# Exercise instructions
Using the listing, copy each whole line that features "page".

# Data provided

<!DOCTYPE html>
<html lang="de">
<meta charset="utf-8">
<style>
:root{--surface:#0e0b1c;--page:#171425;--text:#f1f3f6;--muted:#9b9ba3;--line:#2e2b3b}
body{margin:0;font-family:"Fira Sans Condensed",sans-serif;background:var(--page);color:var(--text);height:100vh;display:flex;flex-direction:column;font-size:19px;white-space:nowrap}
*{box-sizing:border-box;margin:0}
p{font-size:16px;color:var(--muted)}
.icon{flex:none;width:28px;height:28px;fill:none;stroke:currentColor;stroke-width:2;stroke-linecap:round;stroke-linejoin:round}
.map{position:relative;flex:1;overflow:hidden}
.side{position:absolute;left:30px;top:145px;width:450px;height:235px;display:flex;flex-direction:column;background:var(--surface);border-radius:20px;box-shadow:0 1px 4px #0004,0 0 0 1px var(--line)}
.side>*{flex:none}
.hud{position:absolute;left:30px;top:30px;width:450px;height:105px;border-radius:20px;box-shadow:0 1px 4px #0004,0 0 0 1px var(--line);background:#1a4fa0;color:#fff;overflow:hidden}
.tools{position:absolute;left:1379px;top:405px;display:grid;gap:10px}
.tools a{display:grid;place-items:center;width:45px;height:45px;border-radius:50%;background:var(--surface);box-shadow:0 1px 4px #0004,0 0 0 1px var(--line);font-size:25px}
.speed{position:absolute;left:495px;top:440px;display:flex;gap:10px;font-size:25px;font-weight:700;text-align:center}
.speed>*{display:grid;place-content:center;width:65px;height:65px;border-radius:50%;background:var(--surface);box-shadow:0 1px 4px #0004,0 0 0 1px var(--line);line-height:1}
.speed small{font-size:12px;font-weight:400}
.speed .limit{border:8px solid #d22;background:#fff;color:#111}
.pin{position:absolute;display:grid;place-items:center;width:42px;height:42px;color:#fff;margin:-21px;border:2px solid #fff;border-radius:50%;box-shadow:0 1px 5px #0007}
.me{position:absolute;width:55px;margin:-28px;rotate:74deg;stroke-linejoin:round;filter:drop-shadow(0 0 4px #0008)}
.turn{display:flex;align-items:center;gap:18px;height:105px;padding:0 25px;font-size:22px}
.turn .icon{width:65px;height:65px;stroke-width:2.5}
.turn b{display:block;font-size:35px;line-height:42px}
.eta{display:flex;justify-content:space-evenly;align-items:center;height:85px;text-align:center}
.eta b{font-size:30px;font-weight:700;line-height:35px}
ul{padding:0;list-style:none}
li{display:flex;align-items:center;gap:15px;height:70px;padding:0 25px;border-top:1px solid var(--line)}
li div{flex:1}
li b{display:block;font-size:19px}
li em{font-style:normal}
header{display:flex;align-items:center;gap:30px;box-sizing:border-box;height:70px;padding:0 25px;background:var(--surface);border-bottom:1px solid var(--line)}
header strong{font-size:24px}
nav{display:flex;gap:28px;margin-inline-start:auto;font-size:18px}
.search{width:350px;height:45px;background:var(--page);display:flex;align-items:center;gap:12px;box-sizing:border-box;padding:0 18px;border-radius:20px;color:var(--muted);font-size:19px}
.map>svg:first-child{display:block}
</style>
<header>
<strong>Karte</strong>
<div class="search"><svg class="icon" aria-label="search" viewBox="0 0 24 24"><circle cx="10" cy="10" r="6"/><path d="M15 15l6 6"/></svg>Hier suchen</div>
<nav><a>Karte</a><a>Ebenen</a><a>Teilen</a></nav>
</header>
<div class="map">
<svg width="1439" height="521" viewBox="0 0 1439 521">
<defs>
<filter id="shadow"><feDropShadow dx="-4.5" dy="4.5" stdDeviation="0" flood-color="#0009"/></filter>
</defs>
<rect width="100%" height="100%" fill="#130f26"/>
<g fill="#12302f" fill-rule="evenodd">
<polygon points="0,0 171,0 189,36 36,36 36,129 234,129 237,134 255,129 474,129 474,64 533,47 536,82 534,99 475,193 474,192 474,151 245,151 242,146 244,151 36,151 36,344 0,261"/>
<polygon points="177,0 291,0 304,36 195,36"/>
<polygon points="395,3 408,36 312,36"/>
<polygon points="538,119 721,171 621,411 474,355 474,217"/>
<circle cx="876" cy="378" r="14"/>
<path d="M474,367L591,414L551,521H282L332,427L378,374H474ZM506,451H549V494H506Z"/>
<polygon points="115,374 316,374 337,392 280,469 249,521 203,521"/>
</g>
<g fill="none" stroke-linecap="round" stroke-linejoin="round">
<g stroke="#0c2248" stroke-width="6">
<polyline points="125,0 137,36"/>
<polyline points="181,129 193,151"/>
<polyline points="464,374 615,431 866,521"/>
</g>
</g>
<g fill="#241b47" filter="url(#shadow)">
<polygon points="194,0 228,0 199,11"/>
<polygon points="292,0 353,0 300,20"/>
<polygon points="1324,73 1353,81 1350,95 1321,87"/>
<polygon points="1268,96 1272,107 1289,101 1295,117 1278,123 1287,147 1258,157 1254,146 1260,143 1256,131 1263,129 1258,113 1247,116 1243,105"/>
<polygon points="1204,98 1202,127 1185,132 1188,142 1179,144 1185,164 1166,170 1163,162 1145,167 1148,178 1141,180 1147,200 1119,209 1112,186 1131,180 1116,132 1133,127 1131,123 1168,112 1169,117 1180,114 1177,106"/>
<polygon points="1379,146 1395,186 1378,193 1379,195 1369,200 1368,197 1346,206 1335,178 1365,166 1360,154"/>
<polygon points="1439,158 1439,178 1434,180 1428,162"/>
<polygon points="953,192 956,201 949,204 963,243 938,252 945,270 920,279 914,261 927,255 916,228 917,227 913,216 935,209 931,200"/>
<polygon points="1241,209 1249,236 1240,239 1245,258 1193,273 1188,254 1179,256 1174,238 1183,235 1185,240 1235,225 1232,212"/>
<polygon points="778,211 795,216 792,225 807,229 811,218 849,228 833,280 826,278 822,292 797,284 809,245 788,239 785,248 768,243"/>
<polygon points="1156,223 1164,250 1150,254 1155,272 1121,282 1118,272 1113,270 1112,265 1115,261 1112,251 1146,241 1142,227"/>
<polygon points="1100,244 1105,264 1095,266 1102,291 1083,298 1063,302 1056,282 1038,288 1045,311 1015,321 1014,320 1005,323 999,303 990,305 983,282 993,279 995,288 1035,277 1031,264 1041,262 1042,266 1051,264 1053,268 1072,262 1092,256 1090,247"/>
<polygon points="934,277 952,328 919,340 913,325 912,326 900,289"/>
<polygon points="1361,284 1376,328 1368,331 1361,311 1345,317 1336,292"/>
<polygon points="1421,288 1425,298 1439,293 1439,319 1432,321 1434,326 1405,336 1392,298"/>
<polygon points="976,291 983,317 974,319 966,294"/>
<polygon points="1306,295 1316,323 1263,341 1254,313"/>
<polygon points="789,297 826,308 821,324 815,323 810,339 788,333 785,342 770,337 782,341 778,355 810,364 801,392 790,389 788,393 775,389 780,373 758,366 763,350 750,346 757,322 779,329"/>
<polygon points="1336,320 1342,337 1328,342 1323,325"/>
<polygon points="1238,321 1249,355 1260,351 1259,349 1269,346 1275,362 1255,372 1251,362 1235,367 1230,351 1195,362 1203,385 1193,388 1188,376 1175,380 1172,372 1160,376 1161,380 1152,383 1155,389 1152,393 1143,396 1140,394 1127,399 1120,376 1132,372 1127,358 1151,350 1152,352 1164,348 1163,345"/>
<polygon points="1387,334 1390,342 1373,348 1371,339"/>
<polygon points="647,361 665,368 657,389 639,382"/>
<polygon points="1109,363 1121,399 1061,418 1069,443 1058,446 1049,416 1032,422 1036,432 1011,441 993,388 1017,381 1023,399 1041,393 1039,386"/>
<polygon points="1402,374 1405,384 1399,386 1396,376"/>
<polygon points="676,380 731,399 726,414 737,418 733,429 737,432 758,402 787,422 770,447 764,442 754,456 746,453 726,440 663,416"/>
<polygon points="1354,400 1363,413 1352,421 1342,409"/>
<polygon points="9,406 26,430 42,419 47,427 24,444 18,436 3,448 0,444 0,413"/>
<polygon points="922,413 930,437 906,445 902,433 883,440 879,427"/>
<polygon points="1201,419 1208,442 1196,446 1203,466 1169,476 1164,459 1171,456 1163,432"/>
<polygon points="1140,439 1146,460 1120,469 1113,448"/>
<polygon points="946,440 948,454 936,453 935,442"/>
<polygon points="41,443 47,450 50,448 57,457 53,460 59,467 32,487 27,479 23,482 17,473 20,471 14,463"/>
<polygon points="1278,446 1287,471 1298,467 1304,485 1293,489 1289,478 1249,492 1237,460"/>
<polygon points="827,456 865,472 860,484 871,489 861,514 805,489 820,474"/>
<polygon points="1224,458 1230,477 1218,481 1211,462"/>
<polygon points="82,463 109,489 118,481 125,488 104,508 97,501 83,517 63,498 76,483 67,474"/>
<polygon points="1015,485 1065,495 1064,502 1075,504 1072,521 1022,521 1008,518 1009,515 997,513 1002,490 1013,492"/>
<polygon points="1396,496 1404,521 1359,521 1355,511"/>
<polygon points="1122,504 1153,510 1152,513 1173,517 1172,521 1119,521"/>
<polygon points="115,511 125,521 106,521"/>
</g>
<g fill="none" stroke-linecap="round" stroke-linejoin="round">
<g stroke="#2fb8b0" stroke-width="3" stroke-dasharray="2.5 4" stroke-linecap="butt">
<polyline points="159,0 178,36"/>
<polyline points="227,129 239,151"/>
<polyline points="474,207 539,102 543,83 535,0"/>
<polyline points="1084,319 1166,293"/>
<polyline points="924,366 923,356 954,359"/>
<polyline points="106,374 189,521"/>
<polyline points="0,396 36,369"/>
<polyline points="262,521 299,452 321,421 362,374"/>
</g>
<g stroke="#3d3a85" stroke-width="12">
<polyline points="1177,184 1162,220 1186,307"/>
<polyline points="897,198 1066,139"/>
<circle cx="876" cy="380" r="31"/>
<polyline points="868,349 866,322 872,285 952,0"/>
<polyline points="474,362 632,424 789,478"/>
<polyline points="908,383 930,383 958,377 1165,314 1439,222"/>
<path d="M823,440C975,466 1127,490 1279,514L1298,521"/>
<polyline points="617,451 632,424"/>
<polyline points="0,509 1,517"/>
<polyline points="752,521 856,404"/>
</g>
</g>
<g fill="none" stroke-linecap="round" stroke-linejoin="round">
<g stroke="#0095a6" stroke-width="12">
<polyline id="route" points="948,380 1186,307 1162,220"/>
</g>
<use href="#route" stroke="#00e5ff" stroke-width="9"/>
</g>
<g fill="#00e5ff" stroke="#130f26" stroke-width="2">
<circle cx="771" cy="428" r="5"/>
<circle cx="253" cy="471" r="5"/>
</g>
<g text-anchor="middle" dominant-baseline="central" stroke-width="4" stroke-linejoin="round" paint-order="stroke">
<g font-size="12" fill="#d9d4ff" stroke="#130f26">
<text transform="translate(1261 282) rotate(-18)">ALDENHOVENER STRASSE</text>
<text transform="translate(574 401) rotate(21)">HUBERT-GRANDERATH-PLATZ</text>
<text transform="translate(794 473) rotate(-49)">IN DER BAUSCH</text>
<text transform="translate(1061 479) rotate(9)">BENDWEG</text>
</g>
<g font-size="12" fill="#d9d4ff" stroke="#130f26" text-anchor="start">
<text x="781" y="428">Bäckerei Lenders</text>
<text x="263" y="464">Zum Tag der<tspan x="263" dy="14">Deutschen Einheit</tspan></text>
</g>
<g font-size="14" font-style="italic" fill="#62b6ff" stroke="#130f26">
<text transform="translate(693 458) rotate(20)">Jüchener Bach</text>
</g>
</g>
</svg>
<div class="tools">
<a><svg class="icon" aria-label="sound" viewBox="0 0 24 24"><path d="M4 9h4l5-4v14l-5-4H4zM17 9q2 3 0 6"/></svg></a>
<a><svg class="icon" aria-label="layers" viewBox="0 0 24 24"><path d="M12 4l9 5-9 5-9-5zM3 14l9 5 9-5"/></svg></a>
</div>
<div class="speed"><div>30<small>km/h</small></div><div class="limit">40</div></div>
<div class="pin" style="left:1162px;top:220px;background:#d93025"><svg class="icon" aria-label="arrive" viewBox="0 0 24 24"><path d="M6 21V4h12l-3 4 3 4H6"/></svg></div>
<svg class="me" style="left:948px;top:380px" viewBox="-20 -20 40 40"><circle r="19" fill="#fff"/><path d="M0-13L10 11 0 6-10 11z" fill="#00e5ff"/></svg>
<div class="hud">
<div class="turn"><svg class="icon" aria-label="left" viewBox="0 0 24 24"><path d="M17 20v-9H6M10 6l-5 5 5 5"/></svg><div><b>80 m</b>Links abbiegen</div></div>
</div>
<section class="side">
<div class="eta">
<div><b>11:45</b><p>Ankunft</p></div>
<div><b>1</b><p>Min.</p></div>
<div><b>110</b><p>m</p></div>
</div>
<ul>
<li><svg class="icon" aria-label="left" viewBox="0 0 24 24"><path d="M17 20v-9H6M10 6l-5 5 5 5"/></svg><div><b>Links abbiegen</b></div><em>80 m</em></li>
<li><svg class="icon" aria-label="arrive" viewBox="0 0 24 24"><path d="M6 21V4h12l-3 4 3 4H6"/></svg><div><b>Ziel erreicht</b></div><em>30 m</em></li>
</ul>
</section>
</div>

# Task answer
:root{--surface:#0e0b1c;--page:#171425;--text:#f1f3f6;--muted:#9b9ba3;--line:#2e2b3b}
body{margin:0;font-family:"Fira Sans Condensed",sans-serif;background:var(--page);color:var(--text);height:100vh;display:flex;flex-direction:column;font-size:19px;white-space:nowrap}
.search{width:350px;height:45px;background:var(--page);display:flex;align-items:center;gap:12px;box-sizing:border-box;padding:0 18px;border-radius:20px;color:var(--muted);font-size:19px}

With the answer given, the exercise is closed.